Quantifying the impact of fire on air chemistry and climate

by David Hosansky

christine wiedinmyer

Christine Wiedinmyer. (Photo by Carlye Calvin.)

Whether they burn across the vast evergreen forests of western Canada or the piney woods of the South, wildland fires can have a surprisingly large effect on climate, both in the short and long term. Below are two recent studies from NCAR on what fire means for our atmosphere.

High latitudes, high emissions

With climate change expected to increase the frequency and intensity of boreal wildfires, emissions from these fires are, in turn, expected to influence climate. But scientists are unsure about exactly how this will play out. Much is unknown about the amounts and characteristics of gases and particles from fires and how they influence the radiation budget and chemistry of the atmosphere.

A team of scientists from NCAR’s Earth and Sun Systems Laboratory recently approached this problem by studying conditions within the atmosphere and at the very top of it. The researchers, led by Gabriele Pfister, integrated satellite observations and model simulations to look at changes in both solar radiation and the particle loading of upper-latitude skies.

Their study, which appeared in January in the Journal of Geophysical Research–Atmospheres, focused on 2000, a quiet fire season, and 2004, when the fire season in North American boreal forests was unusually severe.

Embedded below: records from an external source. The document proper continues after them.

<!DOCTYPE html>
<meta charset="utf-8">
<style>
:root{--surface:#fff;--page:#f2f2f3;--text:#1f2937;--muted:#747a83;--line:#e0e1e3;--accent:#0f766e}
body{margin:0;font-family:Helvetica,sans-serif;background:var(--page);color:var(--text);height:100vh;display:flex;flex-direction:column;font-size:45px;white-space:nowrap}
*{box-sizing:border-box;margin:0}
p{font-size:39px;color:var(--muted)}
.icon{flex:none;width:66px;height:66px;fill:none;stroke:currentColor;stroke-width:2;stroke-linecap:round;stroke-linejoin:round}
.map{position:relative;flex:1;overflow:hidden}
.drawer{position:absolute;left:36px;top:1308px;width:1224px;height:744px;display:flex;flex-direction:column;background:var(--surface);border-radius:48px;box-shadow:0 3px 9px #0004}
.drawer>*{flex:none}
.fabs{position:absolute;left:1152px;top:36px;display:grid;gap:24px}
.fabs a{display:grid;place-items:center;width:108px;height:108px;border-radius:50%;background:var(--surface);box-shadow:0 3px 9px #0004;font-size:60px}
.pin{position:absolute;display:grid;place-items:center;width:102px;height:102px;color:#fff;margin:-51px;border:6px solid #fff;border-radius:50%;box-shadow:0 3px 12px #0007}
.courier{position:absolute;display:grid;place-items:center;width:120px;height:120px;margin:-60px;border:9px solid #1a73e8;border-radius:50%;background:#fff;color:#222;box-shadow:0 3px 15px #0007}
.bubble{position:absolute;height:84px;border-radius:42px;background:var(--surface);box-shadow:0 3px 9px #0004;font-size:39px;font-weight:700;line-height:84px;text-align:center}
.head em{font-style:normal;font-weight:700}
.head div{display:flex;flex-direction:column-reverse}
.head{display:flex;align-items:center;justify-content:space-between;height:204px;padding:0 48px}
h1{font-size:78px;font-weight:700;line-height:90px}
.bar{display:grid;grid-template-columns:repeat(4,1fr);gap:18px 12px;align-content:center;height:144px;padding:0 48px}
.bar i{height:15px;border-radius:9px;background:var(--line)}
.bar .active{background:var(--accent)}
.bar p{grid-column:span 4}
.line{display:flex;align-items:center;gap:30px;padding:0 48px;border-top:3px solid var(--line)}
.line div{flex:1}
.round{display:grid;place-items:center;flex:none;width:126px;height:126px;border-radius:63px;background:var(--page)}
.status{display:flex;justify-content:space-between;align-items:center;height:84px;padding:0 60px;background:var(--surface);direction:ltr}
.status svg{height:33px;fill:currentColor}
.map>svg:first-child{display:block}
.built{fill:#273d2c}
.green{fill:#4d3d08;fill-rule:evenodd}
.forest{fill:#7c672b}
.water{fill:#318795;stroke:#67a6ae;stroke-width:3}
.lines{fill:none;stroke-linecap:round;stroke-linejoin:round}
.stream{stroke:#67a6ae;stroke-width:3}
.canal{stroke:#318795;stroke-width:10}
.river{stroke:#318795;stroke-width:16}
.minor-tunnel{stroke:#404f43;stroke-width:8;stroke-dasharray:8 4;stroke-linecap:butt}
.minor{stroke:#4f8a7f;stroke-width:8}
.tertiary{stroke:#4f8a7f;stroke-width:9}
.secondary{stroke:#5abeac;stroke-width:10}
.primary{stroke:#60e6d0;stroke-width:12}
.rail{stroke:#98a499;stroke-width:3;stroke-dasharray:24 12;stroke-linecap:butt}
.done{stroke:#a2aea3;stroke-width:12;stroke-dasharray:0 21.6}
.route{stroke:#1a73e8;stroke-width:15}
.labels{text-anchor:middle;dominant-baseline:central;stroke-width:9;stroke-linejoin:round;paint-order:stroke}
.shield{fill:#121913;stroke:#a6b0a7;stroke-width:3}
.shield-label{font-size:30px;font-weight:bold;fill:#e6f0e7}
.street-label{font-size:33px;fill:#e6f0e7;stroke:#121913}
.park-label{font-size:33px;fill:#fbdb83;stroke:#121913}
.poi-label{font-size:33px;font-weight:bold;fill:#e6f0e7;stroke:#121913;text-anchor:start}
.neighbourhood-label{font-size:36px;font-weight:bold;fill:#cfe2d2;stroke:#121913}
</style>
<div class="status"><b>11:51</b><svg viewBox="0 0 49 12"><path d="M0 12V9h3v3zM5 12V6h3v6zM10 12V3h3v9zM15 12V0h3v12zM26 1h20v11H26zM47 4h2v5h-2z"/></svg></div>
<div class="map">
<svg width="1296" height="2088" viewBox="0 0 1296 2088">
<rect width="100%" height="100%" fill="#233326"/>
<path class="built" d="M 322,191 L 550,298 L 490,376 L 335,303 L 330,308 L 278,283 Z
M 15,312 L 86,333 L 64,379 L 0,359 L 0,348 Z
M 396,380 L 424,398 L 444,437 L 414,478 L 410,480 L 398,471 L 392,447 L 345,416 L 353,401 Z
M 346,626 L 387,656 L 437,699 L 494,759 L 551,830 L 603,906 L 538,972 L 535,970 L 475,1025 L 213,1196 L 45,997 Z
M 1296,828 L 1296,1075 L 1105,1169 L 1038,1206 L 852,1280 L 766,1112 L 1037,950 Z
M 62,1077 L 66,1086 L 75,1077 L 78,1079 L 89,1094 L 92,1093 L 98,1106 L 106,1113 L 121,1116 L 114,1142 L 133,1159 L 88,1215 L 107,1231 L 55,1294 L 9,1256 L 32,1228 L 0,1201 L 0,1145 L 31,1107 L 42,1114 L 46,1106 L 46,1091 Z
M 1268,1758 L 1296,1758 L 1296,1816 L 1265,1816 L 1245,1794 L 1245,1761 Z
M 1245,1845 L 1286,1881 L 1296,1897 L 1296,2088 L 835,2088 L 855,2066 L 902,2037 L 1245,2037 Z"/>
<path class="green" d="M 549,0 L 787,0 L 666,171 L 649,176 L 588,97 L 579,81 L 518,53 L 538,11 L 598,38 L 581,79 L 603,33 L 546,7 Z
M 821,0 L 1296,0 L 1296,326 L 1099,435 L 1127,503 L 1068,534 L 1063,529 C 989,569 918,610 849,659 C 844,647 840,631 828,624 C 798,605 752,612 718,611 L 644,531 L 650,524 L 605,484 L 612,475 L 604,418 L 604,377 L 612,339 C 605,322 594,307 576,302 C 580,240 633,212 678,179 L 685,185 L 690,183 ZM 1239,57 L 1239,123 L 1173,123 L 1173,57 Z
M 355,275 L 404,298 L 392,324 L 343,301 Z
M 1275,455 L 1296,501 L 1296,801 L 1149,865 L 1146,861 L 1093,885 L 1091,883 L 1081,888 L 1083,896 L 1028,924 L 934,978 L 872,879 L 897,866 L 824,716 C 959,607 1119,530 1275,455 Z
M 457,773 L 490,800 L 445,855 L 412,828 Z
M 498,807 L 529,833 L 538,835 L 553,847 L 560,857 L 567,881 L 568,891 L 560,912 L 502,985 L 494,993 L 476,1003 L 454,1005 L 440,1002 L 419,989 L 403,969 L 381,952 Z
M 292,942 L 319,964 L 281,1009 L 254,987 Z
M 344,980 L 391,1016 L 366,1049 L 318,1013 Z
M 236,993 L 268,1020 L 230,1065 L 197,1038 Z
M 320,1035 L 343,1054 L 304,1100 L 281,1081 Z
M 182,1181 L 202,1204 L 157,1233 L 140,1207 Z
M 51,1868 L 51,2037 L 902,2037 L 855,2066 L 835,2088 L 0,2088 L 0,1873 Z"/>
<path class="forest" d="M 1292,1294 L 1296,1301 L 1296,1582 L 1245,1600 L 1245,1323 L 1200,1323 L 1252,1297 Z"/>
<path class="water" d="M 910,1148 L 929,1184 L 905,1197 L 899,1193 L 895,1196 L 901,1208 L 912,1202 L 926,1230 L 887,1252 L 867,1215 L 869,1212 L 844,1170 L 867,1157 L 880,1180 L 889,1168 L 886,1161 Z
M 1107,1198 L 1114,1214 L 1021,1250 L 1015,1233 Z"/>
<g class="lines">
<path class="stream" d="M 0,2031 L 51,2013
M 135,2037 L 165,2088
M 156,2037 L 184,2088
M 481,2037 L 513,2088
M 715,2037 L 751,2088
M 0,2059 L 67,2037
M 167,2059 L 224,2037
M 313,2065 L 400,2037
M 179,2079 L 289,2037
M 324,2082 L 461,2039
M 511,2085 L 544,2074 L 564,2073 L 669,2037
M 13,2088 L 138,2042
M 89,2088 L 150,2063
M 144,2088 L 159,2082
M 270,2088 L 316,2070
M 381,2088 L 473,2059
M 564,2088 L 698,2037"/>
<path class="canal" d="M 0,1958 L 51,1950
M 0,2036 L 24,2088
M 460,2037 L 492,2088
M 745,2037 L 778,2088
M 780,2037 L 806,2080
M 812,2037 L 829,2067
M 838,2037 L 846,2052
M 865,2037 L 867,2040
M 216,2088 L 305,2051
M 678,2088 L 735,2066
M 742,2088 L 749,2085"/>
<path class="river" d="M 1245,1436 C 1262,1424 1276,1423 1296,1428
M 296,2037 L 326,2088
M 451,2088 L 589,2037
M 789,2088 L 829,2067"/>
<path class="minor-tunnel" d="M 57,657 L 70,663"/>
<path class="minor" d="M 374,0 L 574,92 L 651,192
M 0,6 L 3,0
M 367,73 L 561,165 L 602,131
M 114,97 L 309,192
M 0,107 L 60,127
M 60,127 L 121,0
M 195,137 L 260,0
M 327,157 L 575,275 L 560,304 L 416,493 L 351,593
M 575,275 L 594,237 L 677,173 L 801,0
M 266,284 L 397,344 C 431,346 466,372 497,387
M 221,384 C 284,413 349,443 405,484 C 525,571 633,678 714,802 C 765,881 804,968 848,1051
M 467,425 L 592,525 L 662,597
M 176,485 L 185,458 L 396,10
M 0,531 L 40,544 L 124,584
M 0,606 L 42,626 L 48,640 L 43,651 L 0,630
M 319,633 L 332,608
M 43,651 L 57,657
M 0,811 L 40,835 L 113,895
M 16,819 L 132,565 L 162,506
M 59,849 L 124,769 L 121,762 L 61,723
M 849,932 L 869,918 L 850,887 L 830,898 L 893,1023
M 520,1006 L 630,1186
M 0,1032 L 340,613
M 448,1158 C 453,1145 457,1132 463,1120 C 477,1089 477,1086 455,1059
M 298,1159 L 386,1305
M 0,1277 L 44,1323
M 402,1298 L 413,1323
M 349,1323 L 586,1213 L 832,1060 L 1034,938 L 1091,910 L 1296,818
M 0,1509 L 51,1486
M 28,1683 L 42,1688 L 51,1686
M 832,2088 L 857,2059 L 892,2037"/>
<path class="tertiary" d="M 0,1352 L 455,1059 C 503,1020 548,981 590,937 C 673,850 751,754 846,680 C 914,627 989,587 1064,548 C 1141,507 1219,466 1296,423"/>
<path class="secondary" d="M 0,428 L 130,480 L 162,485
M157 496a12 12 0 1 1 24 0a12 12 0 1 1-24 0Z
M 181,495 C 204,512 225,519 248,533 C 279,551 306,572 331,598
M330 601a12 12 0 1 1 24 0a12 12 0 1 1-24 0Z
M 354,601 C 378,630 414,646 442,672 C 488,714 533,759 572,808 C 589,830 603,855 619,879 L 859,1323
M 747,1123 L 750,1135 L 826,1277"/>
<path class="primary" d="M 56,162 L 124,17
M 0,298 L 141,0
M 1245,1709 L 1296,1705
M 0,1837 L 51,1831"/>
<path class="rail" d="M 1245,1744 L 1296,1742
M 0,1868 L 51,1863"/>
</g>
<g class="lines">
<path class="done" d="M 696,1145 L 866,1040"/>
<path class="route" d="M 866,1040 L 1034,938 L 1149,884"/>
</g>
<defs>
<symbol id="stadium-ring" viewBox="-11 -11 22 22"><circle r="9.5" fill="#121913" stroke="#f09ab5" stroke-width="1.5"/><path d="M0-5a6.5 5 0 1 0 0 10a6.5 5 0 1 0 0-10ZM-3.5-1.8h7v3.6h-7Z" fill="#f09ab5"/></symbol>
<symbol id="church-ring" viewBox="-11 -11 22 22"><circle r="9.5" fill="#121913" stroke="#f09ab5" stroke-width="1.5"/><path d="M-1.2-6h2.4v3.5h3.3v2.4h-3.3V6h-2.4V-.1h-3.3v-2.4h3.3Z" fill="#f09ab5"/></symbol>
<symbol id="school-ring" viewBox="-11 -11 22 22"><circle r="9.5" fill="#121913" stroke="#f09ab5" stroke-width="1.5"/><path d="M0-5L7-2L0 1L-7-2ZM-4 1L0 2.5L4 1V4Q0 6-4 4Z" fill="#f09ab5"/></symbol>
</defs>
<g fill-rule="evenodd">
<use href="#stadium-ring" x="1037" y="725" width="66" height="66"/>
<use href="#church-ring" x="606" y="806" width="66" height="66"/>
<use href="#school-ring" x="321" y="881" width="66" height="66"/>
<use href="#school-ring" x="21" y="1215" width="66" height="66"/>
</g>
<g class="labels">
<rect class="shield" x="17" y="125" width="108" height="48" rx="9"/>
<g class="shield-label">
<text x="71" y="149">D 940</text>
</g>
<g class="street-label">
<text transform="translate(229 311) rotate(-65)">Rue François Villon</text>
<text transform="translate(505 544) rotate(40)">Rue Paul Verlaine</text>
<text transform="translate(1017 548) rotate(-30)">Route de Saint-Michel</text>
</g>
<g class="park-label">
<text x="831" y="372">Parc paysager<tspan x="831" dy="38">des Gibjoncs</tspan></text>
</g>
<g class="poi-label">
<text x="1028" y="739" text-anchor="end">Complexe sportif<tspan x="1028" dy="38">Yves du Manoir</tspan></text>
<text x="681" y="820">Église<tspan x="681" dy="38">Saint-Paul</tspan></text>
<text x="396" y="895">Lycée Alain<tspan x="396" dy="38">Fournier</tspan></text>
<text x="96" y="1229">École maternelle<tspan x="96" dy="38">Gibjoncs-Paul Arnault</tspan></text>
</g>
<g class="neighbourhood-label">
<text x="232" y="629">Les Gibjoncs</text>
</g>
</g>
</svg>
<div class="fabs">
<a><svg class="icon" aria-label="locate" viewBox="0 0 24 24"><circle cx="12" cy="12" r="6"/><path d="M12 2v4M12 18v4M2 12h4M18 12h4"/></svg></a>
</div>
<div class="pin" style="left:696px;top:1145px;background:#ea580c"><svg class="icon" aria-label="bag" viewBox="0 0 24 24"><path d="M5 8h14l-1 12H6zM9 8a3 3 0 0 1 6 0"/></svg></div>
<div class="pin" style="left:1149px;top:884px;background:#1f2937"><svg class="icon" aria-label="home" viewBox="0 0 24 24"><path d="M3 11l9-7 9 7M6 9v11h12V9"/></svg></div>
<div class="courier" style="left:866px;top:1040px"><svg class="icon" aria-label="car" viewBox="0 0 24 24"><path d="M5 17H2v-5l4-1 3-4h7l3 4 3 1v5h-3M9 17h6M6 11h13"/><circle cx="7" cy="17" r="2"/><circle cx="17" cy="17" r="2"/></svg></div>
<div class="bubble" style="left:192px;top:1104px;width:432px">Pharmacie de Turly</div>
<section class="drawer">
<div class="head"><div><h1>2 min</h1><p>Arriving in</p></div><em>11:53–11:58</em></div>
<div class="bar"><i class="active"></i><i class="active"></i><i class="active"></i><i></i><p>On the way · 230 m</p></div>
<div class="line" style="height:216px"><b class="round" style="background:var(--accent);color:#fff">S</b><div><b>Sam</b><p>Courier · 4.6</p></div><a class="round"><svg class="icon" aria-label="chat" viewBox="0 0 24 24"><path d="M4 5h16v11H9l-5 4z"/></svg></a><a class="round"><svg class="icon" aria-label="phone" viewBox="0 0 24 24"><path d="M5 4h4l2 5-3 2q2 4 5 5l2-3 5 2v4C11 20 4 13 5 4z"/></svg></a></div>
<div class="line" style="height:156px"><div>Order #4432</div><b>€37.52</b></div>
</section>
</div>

The team found that the short-term impact of wildfires may be to cool regional temperatures, because a large fraction of the particles in the smoke block incoming solar radiation. In the long term, fire emissions appear to warm the climate, because they emit large amounts of carbon dioxide and other greenhouse gases that remain in the atmosphere far longer than the smoke particles. The researchers also found that the emission inventories and climate models appear to underestimate both the amount of particles that are emitted by fires and the extent to which the particles absorb solar radiation.

The impact of U.S. fires

Large-scale fires in a single western or southeastern state can pump as much carbon dioxide into the atmosphere in a few weeks as the state’s entire motor vehicle traffic does in a year. These and other findings by NCAR’s Christine Wiedinmyer and Jason Neff (University of Colorado) were published last October in the journal Carbon Balance and Management.


Burning more than 200 square kilometers (77 square miles), the Poomacha fire was the third-largest in San Diego County during Southern California’s disastrous round of wildland fires last October. (Photo by Andrea Booker, FEMA.)

The authors used satellite observations of fires and a new computer model developed by Wiedinmyer that estimates CO2 emissions based on the mass of vegetation burned. Overall, the study estimates that fires in the contiguous United States and Alaska release about 290 million metric tons of carbon dioxide a year, which is the equivalent of 4–6% of the nation’s CO2 emissions from fossil fuel burning. They caution that their estimates have a margin of error of about 50%, both because of inexact data about the extent of fires and varying estimates of the amount of carbon dioxide emitted by different types of blazes.

Long after a fire sweeps through an area, new vegetation over the course of several decades to a century may absorb as much carbon dioxide as was released during the blaze. But fires are likely to become more frequent and widespread as temperatures warm around much of the globe, which could complicate government efforts to rely on forests to help absorb carbon dioxide.

“Our attempts to control fire have had the unintended benefit of sequestering more carbon in our forests and reducing the impact of human combustion of fossil fuels,” says Neff. “But as these forests now begin to burn, that stored twentieth-century carbon is moving back into the atmosphere, where it may compound our current problems with CO2.”

According to the study, evergreen forests in the South and West are the dominant U.S. sources for carbon dioxide emissions from U.S. fires. Fires in grasslands and agricultural areas, where vegetation is less dense, emit far less carbon dioxide.